Estimant que celle-ci avait brutalement rompu une relation commerciale établie, au sens de l'article L. 442-6, I, 5°, du code de commerce, la société Messer France a, par acte du 9 septembre 2020, fait assigner la société Cochet devant le tribunal de commerce Paris afin d'obtenir sa condamnation au paiement de l'ensemble des factures impayées, outre un manque à gagner pour rupture anticipée du contrat.

Par jugement en date du 6 décembre 2021, le tribunal a :

- Débouté la SASU Messer France de toutes ses demandes ; 

- Débouté la SASU Cochet de sa demande reconventionnelle ;

- Condamné la SASU Messer France à payer à la SASU Cochet la somme de 2.000 € au titre de l'article 700 du code de procédure civile ;

- Condamné la SASU Messer France aux dépens, dont ceux à recouvrer par le greffe, liquidés à la somme de 74,50 € dont 12,20 € de TVA.

La société Messer France a formé appel du jugement, par déclaration du 9 février 2022.

Par conclusions transmises par le réseau virtuel des avocats, le 13 juillet 2022, la société Cochet a interjeté un appel incident.
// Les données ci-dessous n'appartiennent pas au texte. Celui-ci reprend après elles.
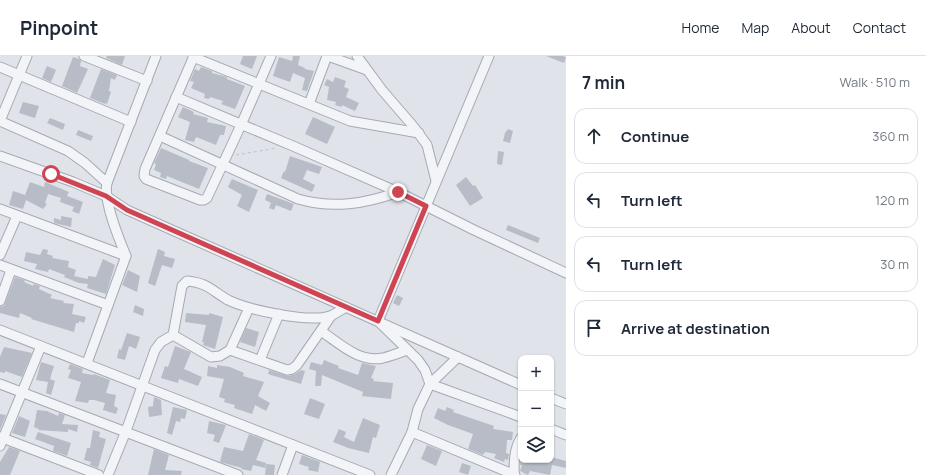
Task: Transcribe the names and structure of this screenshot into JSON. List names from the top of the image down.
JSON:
{
  "page": {
    "header": "Pinpoint",
    "nav": [
      "Home",
      "Map",
      "About",
      "Contact"
    ],
    "heading": ["7 min", "Walk · 510 m"],
    "list": [
      ["Continue", "360 m"],
      ["Turn left", "120 m"],
      ["Turn left", "30 m"],
      "Arrive at destination"
    ],
    "map_buttons": ["+", "−"]
  }
}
Dans ses dernières conclusions, communiquées par voie électronique, le 15 avril 2022, la société Messer France demande à la cour, au visa des articles 1134 ancien, 1103 et 1104, 1153, 1146, 1212, 1231 et 1231-1 et suivants du code civil et des articles 56, 127 et 700 du code de procédure civile, de :

« Dire recevable et bien fondé l'appel formé le 9/02/2022 contre le jugement rendu le 6/12/2021 par le tribunal de commerce de Paris.

Infirmer la décision entreprise en ce qu'elle a débouté MESSER de toutes ses demandes et condamné MESSER à payer à l'intimée 2000€ au titre de l'article 700 du CPC.

Statuant à nouveau,

Faisant droit à l'appel formé par MESSER;

Rejeter toutes les demandes de l'intimée.

En conséquence ;

Condamner l'intimée au paiement de la somme principale de 15 778,63 € TTC, correspondant à l'ensemble des factures impayées assorties des intérêts de retard au taux légal et ce à compter des dates d'échéances des factures ;

Condamner l'intimée au paiement de la somme de 6 209,80 € pour rupture anticipée du contrat et correspondant au manque à gagner ;

Condamner la même à payer la somme de 400,00 € au titre de l'indemnité pour factures impayées et ce conformément à l'article L. 441-10 et du code de commerce (10X40€) ;

Condamner l'intimée à payer à MESSER France la somme de 1500.00 € à titre de dommages intérêts pour résistance abusive ;

Condamner l'intimée au paiement d'une somme de 3000,00 € sur le fondement de l'article 700 du CPC pour les frais irrépétibles engagés lors de la première instance et 3000 € pour les frais engagés pour la procédure d'appel. »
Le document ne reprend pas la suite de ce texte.